Collect every line of the records below that contains the word "Ahmed".

Segment Open

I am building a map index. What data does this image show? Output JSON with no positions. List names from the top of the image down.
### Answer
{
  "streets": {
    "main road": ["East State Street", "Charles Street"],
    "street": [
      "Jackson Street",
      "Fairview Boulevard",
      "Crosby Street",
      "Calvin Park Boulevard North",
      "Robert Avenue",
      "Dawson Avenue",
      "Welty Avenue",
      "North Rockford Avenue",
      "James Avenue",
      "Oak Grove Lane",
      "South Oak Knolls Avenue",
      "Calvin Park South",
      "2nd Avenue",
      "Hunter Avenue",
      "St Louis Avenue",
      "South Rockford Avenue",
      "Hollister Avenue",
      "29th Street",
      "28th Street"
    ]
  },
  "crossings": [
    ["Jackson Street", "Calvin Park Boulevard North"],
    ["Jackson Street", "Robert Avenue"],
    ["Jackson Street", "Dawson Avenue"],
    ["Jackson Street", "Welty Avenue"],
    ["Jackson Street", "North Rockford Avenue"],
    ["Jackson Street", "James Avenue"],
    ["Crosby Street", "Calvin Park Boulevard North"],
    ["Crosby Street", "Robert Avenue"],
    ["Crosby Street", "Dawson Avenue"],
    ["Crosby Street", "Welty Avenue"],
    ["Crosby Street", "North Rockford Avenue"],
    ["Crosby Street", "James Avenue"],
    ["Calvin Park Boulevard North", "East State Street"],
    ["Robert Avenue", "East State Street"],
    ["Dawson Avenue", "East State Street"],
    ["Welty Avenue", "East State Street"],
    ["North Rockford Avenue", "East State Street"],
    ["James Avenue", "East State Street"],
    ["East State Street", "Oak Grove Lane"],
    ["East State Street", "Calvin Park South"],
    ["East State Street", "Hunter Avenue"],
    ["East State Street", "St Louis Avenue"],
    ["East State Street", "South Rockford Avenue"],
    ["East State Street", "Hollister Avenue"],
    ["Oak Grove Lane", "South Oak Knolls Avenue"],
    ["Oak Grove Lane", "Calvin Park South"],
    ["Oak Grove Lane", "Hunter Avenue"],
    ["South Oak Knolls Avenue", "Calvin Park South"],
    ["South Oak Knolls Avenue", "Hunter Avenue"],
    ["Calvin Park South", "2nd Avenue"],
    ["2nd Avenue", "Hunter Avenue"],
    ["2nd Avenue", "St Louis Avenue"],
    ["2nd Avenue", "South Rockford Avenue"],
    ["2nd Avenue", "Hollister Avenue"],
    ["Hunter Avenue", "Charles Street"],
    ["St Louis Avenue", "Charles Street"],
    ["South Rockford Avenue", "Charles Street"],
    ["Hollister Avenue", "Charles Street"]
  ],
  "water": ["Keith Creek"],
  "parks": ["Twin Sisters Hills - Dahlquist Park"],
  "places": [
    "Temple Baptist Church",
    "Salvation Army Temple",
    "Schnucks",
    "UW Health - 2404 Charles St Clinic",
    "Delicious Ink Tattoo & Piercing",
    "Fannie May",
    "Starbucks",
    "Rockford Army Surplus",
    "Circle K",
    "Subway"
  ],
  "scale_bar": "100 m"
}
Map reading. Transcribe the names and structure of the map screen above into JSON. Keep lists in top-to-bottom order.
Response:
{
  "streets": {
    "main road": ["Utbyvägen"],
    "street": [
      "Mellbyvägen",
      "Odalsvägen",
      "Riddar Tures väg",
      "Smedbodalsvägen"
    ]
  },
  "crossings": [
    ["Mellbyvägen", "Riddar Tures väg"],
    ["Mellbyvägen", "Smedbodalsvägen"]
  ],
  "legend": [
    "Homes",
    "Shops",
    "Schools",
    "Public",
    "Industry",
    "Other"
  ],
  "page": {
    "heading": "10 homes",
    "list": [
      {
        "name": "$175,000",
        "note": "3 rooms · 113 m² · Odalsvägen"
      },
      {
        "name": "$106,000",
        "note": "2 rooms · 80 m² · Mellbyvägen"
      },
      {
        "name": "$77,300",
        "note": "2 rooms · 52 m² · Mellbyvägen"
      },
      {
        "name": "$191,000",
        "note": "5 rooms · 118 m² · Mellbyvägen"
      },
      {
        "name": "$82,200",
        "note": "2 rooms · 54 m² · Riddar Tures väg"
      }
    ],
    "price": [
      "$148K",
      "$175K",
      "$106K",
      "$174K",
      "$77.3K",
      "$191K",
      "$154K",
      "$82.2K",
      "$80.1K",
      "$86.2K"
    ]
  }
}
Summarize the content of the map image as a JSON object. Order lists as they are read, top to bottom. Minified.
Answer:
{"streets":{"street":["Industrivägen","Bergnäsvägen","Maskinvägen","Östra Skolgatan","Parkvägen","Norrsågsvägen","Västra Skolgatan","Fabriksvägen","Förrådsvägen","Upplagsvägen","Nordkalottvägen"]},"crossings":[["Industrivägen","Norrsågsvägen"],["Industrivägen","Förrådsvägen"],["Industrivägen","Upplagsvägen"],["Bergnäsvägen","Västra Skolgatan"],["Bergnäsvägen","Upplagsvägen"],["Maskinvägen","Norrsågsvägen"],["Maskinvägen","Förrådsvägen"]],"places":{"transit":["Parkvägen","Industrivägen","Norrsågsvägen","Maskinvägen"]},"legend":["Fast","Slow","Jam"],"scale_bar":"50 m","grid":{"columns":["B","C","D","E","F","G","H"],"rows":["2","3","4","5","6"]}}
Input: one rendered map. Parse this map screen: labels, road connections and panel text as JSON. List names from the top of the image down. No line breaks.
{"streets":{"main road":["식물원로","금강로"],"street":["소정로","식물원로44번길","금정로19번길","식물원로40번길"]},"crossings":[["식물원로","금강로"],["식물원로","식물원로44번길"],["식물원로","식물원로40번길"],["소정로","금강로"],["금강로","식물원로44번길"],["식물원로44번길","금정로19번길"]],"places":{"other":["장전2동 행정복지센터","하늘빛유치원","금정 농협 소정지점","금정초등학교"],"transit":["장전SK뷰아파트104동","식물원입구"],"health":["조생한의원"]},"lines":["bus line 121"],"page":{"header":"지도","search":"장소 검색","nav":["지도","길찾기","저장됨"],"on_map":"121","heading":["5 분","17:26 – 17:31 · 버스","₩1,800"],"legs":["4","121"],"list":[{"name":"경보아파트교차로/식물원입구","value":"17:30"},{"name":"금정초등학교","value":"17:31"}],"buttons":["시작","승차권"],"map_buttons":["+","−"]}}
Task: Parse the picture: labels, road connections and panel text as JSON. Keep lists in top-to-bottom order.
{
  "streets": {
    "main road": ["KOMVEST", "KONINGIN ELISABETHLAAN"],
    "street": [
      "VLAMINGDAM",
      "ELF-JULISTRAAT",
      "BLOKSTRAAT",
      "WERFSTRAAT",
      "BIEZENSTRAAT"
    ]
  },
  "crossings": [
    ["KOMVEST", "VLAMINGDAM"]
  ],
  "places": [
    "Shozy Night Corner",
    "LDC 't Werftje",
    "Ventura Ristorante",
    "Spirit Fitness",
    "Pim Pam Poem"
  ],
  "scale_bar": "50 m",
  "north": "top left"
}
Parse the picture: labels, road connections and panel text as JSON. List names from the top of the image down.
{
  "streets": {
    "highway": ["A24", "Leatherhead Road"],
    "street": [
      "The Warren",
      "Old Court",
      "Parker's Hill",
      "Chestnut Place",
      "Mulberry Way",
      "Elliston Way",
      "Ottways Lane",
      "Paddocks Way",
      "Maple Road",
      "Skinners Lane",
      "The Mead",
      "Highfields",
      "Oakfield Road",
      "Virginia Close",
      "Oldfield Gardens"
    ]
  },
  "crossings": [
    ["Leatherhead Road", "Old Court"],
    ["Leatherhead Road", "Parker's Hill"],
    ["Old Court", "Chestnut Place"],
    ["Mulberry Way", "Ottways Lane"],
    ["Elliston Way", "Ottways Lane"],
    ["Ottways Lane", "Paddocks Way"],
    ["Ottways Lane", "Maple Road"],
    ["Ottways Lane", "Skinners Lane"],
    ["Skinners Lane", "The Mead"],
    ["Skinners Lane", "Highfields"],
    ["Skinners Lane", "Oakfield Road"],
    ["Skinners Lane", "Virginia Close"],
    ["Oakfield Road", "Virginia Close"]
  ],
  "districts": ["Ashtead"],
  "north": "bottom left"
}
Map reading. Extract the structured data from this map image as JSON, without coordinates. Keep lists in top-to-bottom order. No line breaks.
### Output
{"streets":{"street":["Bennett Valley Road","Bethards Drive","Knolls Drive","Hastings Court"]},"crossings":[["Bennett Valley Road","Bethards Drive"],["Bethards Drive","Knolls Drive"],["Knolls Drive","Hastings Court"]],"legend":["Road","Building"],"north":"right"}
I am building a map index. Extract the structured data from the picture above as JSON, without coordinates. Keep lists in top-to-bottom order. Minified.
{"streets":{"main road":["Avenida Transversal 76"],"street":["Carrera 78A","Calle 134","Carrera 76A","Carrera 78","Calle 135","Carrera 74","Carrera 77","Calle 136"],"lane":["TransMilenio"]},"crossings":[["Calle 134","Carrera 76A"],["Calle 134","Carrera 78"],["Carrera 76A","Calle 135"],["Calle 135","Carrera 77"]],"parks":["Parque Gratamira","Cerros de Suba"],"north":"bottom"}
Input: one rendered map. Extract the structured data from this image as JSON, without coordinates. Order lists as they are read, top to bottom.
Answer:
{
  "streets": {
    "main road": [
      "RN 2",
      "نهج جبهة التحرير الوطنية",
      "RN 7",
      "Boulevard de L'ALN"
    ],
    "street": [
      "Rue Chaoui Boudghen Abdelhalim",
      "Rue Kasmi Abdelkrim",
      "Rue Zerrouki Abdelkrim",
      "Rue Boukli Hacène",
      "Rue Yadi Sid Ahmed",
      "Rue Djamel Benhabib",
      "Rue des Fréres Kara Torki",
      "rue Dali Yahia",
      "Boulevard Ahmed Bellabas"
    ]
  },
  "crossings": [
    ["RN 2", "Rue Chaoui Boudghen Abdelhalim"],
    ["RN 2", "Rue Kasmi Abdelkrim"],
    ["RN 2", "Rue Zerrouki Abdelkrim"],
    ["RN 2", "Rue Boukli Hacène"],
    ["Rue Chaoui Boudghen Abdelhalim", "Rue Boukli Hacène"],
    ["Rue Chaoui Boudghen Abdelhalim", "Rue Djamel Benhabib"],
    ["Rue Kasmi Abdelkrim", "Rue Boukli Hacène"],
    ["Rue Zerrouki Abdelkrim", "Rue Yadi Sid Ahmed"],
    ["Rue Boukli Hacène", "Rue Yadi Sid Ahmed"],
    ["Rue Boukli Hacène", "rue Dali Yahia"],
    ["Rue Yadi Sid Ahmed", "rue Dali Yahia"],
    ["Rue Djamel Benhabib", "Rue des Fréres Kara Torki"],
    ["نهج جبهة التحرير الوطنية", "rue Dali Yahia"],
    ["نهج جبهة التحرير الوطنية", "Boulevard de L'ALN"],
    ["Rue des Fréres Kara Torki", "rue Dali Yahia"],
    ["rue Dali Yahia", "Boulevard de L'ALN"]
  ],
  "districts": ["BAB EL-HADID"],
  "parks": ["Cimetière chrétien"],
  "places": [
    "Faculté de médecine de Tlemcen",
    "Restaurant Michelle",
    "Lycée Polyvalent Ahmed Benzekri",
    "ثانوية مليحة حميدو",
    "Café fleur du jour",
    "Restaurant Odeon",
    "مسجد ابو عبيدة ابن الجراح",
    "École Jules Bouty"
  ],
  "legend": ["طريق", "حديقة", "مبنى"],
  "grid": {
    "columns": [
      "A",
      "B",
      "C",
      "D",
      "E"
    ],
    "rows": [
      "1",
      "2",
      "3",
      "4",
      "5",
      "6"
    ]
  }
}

Segment Closed

Solution below:
      "Rue Yadi Sid Ahmed",
      "Boulevard Ahmed Bellabas"
    ["Rue Zerrouki Abdelkrim", "Rue Yadi Sid Ahmed"],
    ["Rue Boukli Hacène", "Rue Yadi Sid Ahmed"],
    ["Rue Yadi Sid Ahmed", "rue Dali Yahia"],
    "Lycée Polyvalent Ahmed Benzekri",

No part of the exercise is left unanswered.